Basic Tourist Information


France has the benefit of a temperate, delightful climate.

Continental France is divided into four climatic zones:

Oceanic and humid climate with often cool summers to the west of a line from Bayonne to Lille.

Semi-continental climate with harsh winters and hot summers in Alsace, Lorraine, along the Rhône corridor and in the mountainous massifs (Alps, Pyrenees and Massif Central);

Intermediate climate with cold winters and hot summers in the north, and in the Paris and central regions.

Mediterranean climate with mild winters and very hot summers in the south of France.


France is one hour ahead of Greenwich Mean Time (GMT). The French use the 24-hour clock, so 6:00pm = 18:00, for example.

Electrical adaptors

The voltage in France is 220 volts. If you prefer to bring any items with you that require electricity, we suggest you purchase an adapter for your personal use.

Medical treatment

All European Union nationals are entitled to French social security coverage. However, treatment must be paid for and hospital rates vary widely. Reimbursements may be obtained if you have acquired your E111 form (European form) before you travel.
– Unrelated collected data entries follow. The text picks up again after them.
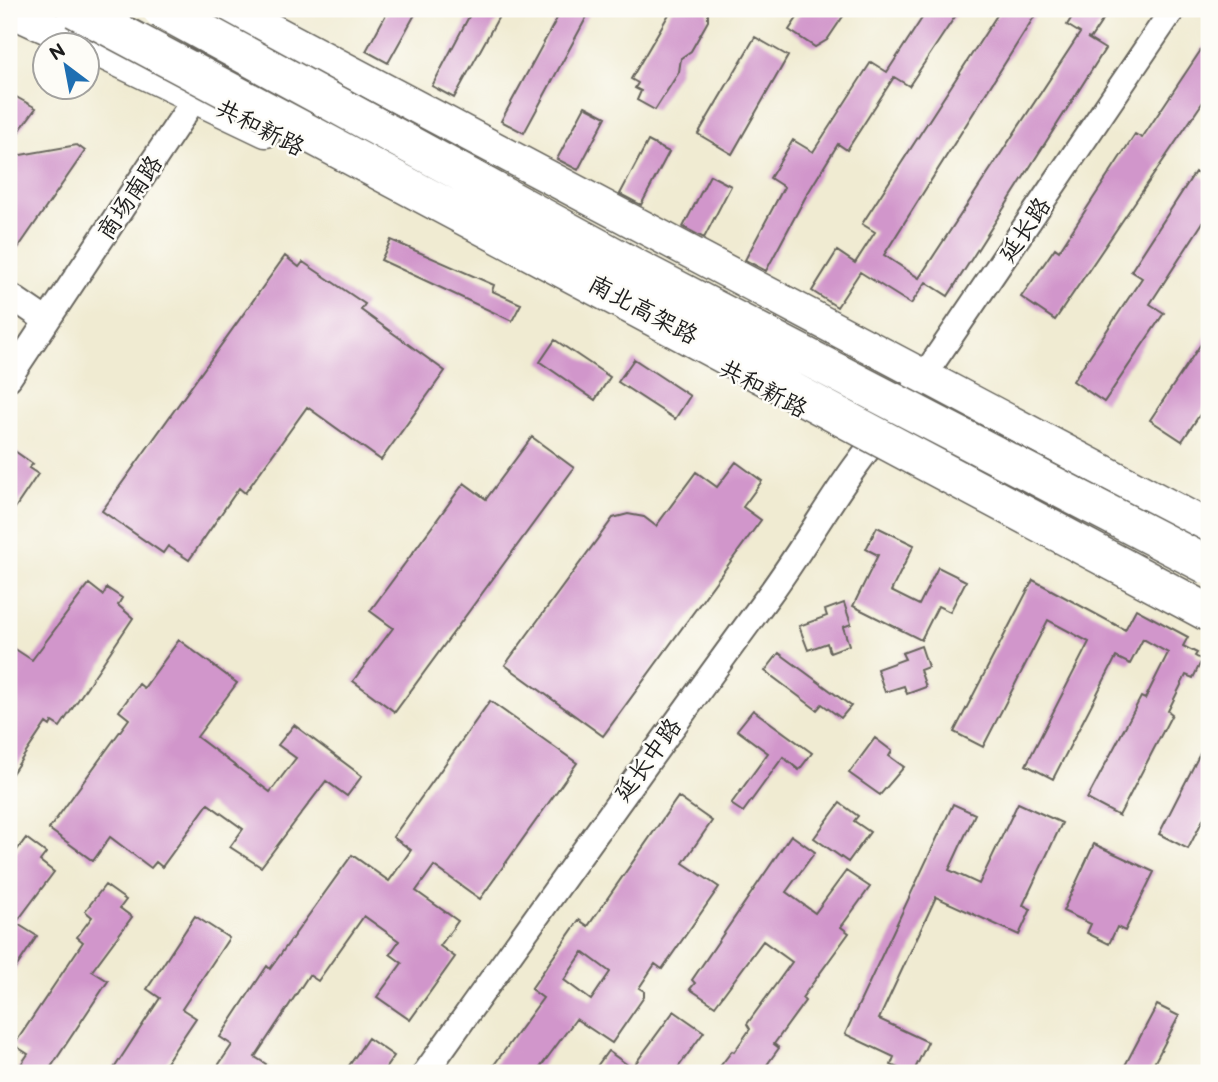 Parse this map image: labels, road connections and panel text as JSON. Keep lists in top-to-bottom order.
{
  "streets": {
    "highway": ["南北高架路"],
    "main road": ["共和新路"],
    "street": ["商场南路", "延长路", "延长中路"]
  },
  "crossings": [
    ["共和新路", "商场南路"],
    ["共和新路", "延长路"],
    ["共和新路", "延长中路"],
    ["延长路", "延长中路"]
  ],
  "north": "top left"
}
All travellers should consider purchasing travel insurance.

Non-EU nationals are encouraged to carry medical insurance.


Banking and Currency

Although we will be providing your transportation from and to Toulouse, accommodations, some meals and transportation on excursions, you will need to bring with you your own currency for the purchase of meals, souvenirs, personal items and in the event of an emergency.


The national currency in France (and all countries in the European Union) is the Euro. U.S. dollars are not accepted in most establishments; however, some shops and restaurants may accept your U.S. dollars at an agreed upon exchange rate.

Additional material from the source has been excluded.